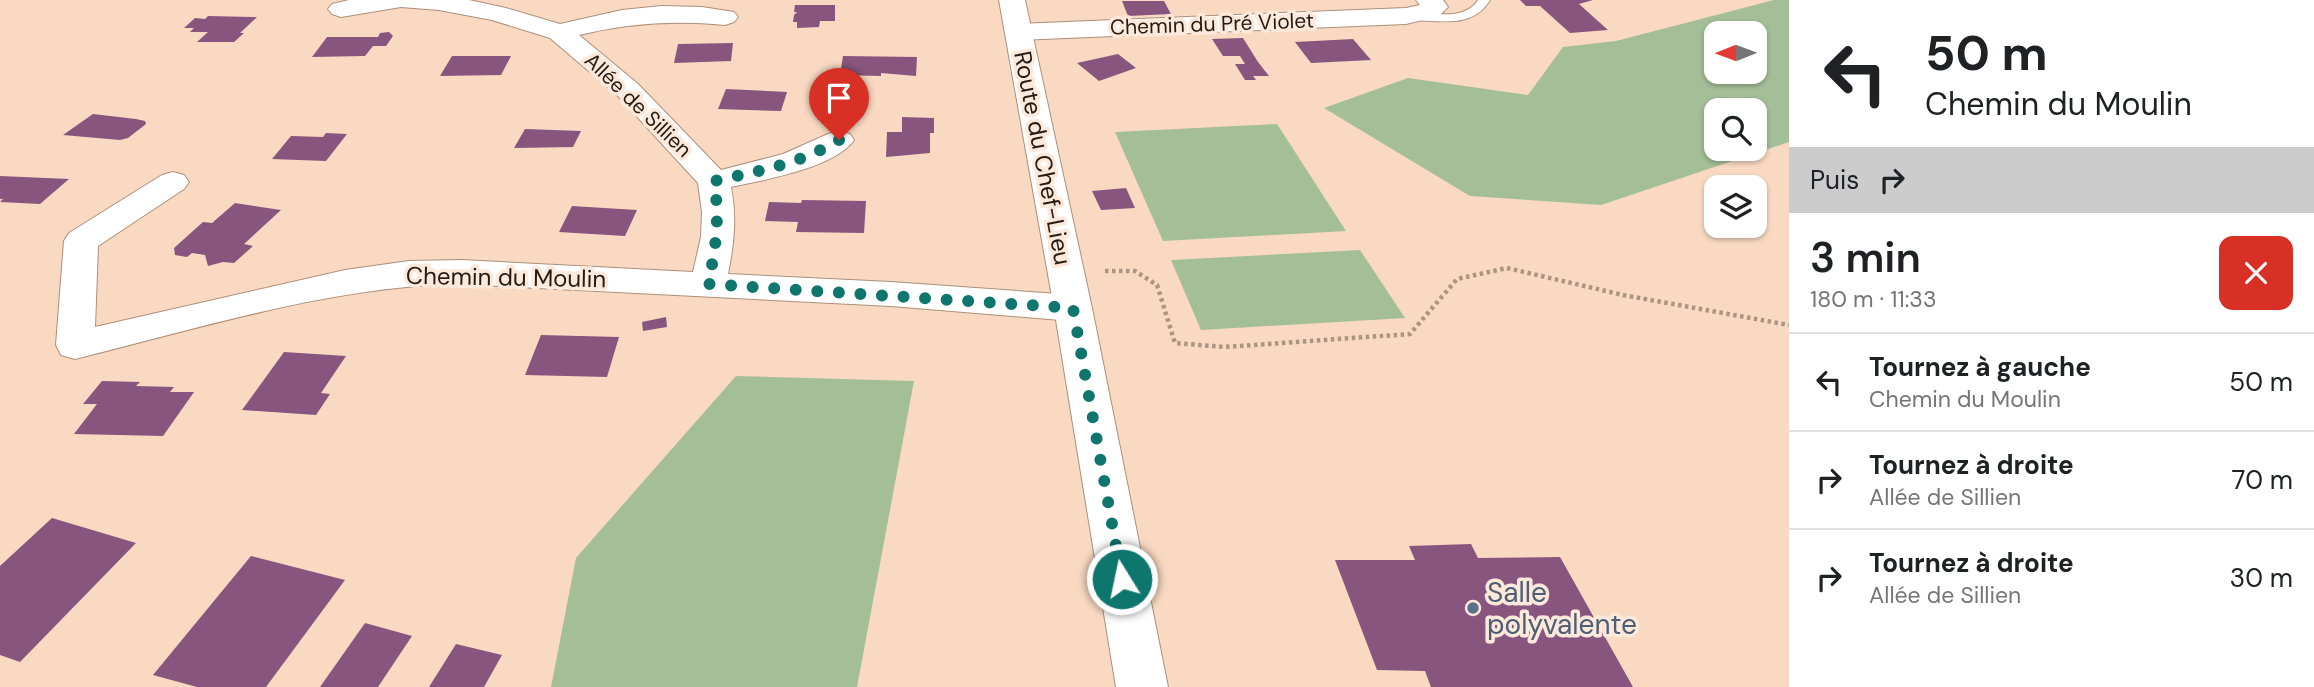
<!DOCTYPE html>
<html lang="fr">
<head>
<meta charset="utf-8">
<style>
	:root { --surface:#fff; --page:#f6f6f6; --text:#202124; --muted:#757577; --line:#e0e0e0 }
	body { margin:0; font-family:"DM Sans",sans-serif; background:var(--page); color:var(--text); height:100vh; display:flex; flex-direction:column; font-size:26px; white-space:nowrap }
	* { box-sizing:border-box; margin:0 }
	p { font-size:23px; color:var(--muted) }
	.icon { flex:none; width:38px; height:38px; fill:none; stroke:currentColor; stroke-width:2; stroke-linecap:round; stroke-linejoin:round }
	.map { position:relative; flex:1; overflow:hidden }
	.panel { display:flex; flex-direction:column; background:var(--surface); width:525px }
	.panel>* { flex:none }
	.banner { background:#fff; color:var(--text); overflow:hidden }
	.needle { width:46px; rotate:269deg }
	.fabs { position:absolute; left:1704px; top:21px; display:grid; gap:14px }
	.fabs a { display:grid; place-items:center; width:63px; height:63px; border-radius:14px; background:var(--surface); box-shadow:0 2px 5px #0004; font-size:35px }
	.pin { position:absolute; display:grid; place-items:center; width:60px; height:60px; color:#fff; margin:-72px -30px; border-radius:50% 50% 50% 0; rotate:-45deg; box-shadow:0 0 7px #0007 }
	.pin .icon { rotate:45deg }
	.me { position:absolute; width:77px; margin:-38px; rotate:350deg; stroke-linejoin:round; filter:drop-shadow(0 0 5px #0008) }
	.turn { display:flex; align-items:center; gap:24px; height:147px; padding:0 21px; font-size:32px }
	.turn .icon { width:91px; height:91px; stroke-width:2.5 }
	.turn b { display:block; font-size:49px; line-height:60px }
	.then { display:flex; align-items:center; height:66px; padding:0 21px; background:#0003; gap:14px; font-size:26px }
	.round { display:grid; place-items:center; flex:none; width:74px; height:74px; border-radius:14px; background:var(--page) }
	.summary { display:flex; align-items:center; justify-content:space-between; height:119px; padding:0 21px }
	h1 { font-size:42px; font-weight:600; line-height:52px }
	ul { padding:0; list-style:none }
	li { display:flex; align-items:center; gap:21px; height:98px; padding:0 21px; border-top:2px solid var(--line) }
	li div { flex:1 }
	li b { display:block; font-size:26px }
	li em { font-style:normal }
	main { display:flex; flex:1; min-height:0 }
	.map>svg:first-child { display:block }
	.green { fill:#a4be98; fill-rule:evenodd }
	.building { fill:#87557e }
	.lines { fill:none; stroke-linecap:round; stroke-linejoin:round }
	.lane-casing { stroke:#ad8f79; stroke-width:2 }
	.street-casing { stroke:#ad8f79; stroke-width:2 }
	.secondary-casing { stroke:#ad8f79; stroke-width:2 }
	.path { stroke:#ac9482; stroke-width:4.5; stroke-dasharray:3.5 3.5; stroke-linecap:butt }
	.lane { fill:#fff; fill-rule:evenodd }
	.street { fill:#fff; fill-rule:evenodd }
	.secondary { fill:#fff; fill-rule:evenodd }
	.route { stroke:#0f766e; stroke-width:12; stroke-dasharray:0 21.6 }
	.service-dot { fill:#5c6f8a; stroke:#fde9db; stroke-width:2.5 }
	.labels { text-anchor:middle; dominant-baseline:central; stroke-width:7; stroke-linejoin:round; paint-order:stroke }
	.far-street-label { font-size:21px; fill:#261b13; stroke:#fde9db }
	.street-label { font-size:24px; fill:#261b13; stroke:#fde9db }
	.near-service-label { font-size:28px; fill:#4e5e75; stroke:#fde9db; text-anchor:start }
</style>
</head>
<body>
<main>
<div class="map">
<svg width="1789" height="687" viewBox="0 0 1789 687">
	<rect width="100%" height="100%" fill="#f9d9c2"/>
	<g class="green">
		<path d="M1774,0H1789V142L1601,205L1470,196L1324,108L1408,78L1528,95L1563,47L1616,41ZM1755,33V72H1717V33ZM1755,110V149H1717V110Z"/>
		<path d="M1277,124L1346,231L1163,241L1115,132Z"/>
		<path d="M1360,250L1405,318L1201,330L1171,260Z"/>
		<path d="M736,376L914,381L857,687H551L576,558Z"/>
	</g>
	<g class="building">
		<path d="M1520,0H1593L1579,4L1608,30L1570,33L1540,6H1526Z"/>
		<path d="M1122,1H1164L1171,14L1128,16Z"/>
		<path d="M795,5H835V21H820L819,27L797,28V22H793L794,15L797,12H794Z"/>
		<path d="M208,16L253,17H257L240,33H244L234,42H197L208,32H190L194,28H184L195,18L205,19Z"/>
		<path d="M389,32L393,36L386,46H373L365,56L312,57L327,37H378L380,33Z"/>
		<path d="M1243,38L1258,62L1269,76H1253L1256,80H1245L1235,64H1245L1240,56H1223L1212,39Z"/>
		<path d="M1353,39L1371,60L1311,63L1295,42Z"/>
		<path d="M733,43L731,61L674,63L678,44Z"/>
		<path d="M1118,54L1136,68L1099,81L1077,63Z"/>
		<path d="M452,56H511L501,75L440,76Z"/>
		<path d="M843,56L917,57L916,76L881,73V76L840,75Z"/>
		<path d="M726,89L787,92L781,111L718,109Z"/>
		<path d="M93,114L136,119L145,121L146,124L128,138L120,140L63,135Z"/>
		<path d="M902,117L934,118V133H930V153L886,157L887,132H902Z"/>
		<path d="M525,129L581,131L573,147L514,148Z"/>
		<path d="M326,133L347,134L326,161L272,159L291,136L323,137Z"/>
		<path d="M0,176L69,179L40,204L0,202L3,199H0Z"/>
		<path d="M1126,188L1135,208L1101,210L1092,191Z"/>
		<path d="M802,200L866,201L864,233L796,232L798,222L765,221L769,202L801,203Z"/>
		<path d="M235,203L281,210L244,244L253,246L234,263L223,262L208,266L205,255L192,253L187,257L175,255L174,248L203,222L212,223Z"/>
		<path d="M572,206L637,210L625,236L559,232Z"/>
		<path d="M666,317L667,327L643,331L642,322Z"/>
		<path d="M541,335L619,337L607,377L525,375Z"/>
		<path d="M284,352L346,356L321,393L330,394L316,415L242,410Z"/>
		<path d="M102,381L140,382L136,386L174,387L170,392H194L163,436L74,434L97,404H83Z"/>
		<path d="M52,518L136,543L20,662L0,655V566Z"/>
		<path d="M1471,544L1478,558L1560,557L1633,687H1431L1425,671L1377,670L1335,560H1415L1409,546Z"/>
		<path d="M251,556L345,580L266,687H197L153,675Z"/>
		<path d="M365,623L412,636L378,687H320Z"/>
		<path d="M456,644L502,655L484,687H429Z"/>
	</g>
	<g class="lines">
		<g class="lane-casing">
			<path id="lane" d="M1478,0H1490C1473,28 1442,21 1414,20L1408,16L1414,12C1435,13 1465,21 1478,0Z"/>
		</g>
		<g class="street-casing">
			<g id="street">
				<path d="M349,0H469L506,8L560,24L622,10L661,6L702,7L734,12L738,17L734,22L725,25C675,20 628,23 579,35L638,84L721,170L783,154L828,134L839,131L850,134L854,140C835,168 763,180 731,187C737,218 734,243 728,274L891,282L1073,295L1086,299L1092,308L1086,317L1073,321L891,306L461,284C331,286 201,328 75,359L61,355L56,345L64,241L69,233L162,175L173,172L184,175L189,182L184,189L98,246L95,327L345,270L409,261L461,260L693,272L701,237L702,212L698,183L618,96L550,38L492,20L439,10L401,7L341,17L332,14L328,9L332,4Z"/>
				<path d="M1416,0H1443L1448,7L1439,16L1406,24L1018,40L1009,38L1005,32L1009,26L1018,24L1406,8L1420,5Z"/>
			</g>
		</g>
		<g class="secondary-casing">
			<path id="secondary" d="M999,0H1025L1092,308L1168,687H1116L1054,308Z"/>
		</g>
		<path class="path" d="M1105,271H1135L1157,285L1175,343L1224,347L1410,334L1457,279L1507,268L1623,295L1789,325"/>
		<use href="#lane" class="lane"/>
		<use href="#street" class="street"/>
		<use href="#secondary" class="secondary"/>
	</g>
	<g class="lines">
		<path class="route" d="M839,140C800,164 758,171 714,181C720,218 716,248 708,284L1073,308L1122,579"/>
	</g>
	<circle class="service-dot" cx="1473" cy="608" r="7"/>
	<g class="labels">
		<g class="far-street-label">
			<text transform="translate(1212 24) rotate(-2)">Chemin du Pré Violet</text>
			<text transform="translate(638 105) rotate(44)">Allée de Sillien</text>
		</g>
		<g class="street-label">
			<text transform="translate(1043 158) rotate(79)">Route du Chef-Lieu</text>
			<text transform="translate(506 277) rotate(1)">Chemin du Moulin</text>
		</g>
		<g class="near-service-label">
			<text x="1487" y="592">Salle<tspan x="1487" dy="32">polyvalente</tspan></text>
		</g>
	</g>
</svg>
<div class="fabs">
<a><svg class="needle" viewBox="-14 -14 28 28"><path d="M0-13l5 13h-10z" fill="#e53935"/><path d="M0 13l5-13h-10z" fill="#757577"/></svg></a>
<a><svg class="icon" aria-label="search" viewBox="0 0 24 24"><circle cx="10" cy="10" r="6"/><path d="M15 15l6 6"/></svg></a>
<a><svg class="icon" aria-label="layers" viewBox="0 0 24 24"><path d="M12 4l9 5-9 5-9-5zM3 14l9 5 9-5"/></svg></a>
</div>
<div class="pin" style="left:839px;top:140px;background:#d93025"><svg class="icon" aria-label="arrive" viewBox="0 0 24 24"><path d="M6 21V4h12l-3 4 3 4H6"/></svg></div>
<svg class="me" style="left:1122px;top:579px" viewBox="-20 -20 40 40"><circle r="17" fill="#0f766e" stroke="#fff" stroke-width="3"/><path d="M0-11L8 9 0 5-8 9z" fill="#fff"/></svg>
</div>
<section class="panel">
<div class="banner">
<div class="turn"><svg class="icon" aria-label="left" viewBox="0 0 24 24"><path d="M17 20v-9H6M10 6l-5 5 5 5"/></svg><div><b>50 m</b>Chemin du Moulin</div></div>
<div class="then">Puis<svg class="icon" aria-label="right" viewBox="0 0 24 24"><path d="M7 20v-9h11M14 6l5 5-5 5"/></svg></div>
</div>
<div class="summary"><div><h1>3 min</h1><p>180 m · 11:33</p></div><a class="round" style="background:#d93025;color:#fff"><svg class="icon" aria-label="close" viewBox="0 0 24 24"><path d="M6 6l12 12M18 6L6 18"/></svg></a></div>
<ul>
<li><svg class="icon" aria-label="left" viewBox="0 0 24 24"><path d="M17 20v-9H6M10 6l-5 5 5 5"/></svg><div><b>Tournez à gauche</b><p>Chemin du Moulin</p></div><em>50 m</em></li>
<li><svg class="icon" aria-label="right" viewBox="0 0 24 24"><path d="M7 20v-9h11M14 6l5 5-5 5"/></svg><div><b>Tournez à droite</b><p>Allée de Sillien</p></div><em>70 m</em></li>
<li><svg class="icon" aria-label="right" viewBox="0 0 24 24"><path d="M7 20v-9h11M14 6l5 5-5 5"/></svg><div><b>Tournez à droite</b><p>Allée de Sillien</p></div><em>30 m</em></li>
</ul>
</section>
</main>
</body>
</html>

• **ASSIGNED TASK**:
When the word "direction" shows up in a line of the entries, report that line.

• **ANSWER TO THE PROBLEM**:
	body { margin:0; font-family:"DM Sans",sans-serif; background:var(--page); color:var(--text); height:100vh; display:flex; flex-direction:column; font-size:26px; white-space:nowrap }
	.panel { display:flex; flex-direction:column; background:var(--surface); width:525px }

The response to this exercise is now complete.